A multiple drug allergy syndrome, multiple drug intolerance syndrome and/or allergic drug reaction with multiple immune reactants

Ana Maria Abreu Velez1, Vickie M. Brown2, Michael S. Howard1

1Georgia Dermatopathology Associates, Atlanta, Georgia, USA, 2Vickie M. Brown Dermatology, Milledgeville, Georgia, USA

Corresponding author: Ana Maria Abreu Velez, M.D., Ph.D., E-mail: abreuvelez@yahoo.com
Submission: 02.06.2015; Acceptance: 10.08.2015
How to cite this article: Abreu Velez AM, Brown VM, Howard MS. A multiple drug allergy syndrome, multiple drug intolerance syndrome and/or allergic drug reaction with multiple immune reactants. Our Dermatol Online. 2016;7(1):40-44.


Background: Adverse drug reactions (ADR), multiple drug allergy syndrome (MDAS) and multiple drug intolerance syndrome (MDIS), are very common in the clinical practice worldwide due to an aging population.
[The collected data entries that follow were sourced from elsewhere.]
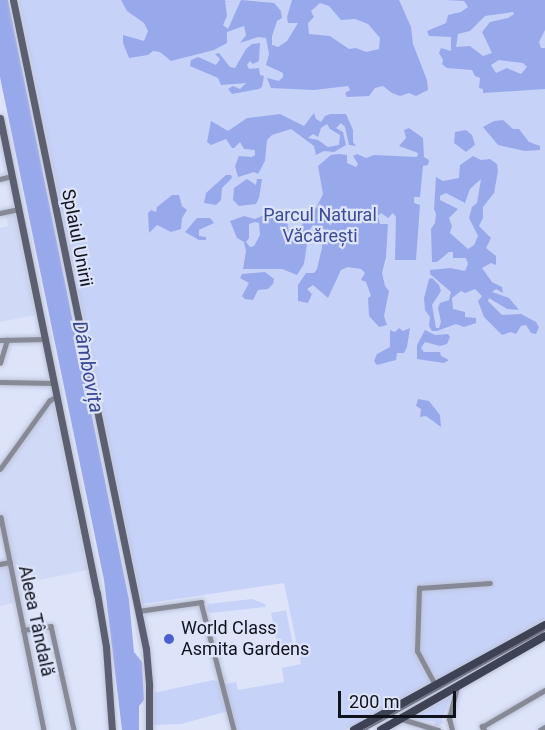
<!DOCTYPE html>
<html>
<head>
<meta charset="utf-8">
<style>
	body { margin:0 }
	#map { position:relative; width:545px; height:730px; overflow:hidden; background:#dde4fa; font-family:Roboto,sans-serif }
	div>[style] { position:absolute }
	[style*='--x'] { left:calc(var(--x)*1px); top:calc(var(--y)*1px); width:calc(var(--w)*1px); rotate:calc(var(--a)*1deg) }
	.built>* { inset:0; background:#d0d9f5 }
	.green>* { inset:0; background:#c7d2f9 }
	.water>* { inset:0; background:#98a9eb }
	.roads { filter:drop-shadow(0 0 2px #bcc2d6) drop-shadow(0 0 2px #bcc2d6) }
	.minor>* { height:4.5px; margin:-2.25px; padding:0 2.25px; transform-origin:2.25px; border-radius:2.25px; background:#878a96 }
	.secondary>* { height:7px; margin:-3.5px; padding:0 3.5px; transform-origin:3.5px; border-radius:3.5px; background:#5b5f70 }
	.primary>* { height:8px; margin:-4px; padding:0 4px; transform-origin:4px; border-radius:4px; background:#3d4255 }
	.tram>* { height:1.5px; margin:-0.75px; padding:0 0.75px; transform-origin:0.75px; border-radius:0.75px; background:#717585 }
	.dots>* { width:16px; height:16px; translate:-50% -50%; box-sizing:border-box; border:3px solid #dde4fa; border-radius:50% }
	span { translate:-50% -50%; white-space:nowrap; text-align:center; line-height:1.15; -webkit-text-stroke:4.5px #dde4fa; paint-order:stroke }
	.park-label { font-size:18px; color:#3c4a98 }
	.street-label { font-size:18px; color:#0f121b }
	.poi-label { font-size:18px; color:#0f121b }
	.left { translate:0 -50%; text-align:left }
	.water-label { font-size:20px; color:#394694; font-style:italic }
	.scale { position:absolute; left:338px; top:691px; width:118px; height:27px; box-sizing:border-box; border:3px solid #0f121b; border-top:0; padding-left:8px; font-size:18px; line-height:21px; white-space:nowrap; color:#0f121b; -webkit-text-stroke:4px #dde4fa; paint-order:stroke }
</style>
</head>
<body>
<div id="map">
	<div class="built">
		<div style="clip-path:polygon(15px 213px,35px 315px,0 322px,0 228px,8px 226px,6px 215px)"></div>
		<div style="clip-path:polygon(53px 401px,87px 570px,16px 585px,5px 535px,0 536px,0 473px)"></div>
		<div style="clip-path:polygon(8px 564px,16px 602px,0 606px,0 566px)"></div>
	</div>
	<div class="green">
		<div style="clip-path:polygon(19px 0,545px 0,545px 619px,345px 730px,237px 730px,232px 710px,181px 724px,153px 725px,153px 693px,213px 680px,226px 684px,236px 682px,238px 690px,284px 682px,282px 668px,301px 664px,284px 583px,142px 604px)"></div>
		<div style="clip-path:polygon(252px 599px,265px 604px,266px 607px,211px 613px,207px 610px,208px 604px)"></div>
		<div style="clip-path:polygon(286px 610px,293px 645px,278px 648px,271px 613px)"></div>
		<div style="clip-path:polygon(451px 696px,442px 720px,444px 722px,439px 726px,434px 726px,435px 722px,412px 718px)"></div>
	</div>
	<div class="water">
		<div style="clip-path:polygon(0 0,8px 0,129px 600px,134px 652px,142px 662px,144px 700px,139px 706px,139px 730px,122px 730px,104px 580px,0 77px)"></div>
		<div style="clip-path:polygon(evenodd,121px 0,225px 0,227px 16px,223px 25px,228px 29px,241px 0,274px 3px,281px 11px,282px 18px,277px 21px,272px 36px,272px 45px,278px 47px,287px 41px,298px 23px,288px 23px,287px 17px,292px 0,399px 0,411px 27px,413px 44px,427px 80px,428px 90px,416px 96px,409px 93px,400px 96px,392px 93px,383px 86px,375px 88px,369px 96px,347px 97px,345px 93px,350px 90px,348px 86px,314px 90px,271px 88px,267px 78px,279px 81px,283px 77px,283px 73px,266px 65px,269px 54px,266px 38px,258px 37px,240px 43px,246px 35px,244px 26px,227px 32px,227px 43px,214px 50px,171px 61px,160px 52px,153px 51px,148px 55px,129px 58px,123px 43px,123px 35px,144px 41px,148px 31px,144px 23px,127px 11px,121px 0,320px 3px,329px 6px,341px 20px,355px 19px,368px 24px,380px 38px,379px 49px,366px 52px,356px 48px,349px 49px,330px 36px,309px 34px,308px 23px,314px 17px,311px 11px,320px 3px)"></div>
		<div style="clip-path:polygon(evenodd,445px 0,545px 0,545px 30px,539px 42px,541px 48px,545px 48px,545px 89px,483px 93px,483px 89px,479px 88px,480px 78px,475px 76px,472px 70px,447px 68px,442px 64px,443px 60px,439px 53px,441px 48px,451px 51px,451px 37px,429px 36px,427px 31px,446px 23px,448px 15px,461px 12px,468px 7px,464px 1px,445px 0,513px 12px,514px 14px,508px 18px,490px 22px,482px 32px,492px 53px,483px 56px,470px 46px,456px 47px,458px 34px,470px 31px,485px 16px,513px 12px,445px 0,499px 60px,523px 63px,527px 67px,521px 74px,507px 68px,496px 73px,491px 65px,499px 60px)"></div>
		<div style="clip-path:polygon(260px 43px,259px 61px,253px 64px,250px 61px,247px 65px,249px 69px,259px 68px,260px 75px,264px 76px,262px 87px,259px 89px,232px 94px,228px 89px,233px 86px,240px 89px,246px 83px,221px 85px,218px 78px,190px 66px,191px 60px,198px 57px,216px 65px,220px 59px,215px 54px,219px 53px,230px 67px,235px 68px,246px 49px,252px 44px)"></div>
		<div style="clip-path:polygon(evenodd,314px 113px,316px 119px,321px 122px,325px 116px,330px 114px,346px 114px,353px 130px,353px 142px,356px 146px,349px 145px,345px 127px,341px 123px,336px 128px,343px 132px,346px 145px,334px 152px,324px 151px,316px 155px,314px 146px,291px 129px,272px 135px,267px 140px,265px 161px,258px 174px,254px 172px,238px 177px,235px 166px,239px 156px,252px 157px,255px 155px,255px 150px,244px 149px,240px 142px,234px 148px,232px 148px,226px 139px,211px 145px,207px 142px,211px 121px,228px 131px,247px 118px,280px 114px,304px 126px,314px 113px,327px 124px,330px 129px,340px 135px,339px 145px,328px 147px,318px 140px,308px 138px,313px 134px,318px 137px,321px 128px,327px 124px)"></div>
		<div style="clip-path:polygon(503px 120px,513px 129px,519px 129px,529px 142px,540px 146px,540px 150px,525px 151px,498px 145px,483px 127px,494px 121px)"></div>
		<div style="clip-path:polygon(evenodd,409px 128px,423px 138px,424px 157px,429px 160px,428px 165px,423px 166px,420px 197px,414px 197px,414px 203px,420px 205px,416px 260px,395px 260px,396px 217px,393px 213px,388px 218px,381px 213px,378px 216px,380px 224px,388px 224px,386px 257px,382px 273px,385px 286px,389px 291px,384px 316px,387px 325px,379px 327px,369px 316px,368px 298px,371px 296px,366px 282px,361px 280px,365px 273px,361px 269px,348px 267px,341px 270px,328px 298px,313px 285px,307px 289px,312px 294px,308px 303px,298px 301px,298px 285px,306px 273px,314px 273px,317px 269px,322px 248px,322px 237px,326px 233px,324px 229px,313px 225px,309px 231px,304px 264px,297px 275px,282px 269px,243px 269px,246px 251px,244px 242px,237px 238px,230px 221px,244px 216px,255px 219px,262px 216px,286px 216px,289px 233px,296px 232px,316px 208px,323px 194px,318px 166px,331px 155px,339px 154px,347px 155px,347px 163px,356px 167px,358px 164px,353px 156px,357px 154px,366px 158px,374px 155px,417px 157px,418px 153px,399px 146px,406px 138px,404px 130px,409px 128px,255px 222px,259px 223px,260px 235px,254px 246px,250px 247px,246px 242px,249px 238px,249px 224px,255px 222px)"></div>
		<div style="clip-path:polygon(466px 130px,472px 135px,475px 145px,466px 152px,454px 143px,455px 132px)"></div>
		<div style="clip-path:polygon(evenodd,473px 156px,481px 160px,490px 159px,497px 164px,498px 171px,494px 193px,483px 207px,483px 218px,479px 226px,491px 238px,486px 248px,496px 256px,496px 265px,491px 263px,482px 268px,492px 282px,502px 287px,503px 293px,496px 289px,492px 292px,509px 298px,519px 310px,507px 309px,489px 298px,488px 301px,502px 315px,521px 314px,536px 322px,539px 327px,536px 334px,531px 333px,526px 325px,521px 326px,516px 334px,511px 332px,502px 335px,484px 317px,478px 301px,482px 296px,475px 289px,465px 293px,461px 291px,452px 298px,453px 309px,465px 312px,465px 317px,476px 318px,476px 323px,464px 327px,456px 324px,437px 331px,432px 331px,429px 326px,430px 317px,425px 310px,424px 298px,429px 279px,432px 278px,439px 285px,441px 291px,432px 305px,436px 328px,439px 328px,441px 322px,438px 308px,440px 303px,449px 300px,451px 292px,430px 274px,430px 270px,450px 268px,465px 271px,468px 264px,466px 258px,453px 258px,453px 252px,449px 252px,437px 262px,432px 262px,431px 229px,435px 223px,436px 214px,434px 209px,436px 177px,443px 181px,459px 178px,460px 165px,473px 156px,481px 179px,477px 203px,472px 207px,469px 218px,478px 236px,474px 245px,468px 249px,450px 233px,452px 226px,449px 218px,458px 209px,440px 200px,440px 196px,446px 193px,465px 203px,470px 189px,481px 179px)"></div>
		<div style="clip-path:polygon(226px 175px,231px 175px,232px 178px,222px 188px,221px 200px,216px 205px,204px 203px,206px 193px)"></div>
		<div style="clip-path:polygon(247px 179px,256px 185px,257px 179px,262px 179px,259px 198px,256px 204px,239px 206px,233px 200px,234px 188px)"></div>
		<div style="clip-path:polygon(172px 195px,179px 195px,182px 206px,187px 210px,182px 218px,181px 229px,171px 232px,157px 225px,149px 233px,148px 213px,151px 210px,156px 212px,157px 207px)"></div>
		<div style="clip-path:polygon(197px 218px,210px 218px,214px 223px,199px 230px,199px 236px,206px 237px,206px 240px,199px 240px,185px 232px)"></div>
		<div style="clip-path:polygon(265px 272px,274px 279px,273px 284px,268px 289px,258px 290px,253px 300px,245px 299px,242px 296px,249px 283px,240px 278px,242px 274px)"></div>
		<div style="clip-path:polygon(399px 328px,403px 331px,410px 328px,407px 347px,404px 353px,397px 353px,396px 360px,377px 365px,374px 361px,377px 354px,390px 347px,390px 330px,395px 332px)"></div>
		<div style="clip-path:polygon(425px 330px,435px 335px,448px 334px,450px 337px,447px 344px,440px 346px,425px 342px,421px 348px,424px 352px,440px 352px,441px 356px,449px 360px,444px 363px,417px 359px,417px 345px)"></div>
		<div style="clip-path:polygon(418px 399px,429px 401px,440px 415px,441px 427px,426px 416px,420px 417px,421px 409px,416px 406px)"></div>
	</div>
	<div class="roads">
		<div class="minor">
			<div style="--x:0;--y:179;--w:12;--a:-14"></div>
			<div style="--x:0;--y:213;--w:19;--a:-12"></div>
			<div style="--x:0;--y:340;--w:46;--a:-1.2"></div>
			<div style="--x:0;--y:363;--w:24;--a:-73"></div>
			<div style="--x:0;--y:382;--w:54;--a:1.1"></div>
			<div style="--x:0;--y:469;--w:84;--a:-54.2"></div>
			<div style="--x:49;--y:401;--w:9;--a:-32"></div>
			<div style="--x:1;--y:517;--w:217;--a:78.6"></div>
			<div style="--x:0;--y:564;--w:10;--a:-11"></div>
			<div style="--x:138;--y:611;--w:64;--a:-8.1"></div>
			<div style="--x:201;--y:602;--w:132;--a:75.5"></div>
			<div style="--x:23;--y:630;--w:28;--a:-8"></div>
			<div style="--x:51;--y:626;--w:107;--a:77.5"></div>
			<div style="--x:435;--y:685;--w:38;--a:-118"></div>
			<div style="--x:417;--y:651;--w:63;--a:-88.2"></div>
			<div style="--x:419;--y:588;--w:71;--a:-4"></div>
			<div style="--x:402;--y:719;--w:38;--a:17"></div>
			<div style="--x:452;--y:730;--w:11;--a:-105"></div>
			<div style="--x:449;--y:719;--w:33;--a:-76"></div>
			<div style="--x:484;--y:730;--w:4;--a:-124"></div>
			<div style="--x:482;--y:727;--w:73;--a:-30.4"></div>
			<div style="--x:540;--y:730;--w:6;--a:-31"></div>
		</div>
		<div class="secondary">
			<div style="--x:13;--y:0;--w:662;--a:78.42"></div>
			<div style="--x:146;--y:649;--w:37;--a:85"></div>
			<div style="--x:149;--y:686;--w:44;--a:90"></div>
			<div style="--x:0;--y:118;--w:485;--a:78.5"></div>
			<div style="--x:97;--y:593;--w:55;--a:80.5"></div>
			<div style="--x:106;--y:647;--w:83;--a:85.9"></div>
		</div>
		<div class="primary">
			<div style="--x:354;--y:730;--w:218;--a:-28.8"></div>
			<div style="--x:381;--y:730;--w:189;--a:-29.8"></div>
		</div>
	</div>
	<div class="tram">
		<div style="--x:365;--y:730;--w:206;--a:-29.1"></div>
	</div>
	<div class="dots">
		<div style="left:169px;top:639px;background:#4d5ed3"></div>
	</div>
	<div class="park-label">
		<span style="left:320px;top:226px">Parcul Natural<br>Văcărești</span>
	</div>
	<div class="street-label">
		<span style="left:77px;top:238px;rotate:79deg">Splaiul Unirii</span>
		<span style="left:36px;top:621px;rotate:78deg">Aleea Tândală</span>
	</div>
	<div class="poi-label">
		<span class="left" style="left:181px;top:639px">World Class<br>Asmita Gardens</span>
	</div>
	<div class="water-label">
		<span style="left:88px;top:367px;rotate:79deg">Dâmbovița</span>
	</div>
	<div class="scale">200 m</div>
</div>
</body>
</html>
Case report: Here we describe a 61 year old Caucasian female, who presented complaining of large, tense bullae on her right anterior arm; the bullae had been present for one week, with pruritus. The patient was taking multiple medications. The patient presented with multiple large, tense blisters and scattered, smaller blisters on her legs and axillae.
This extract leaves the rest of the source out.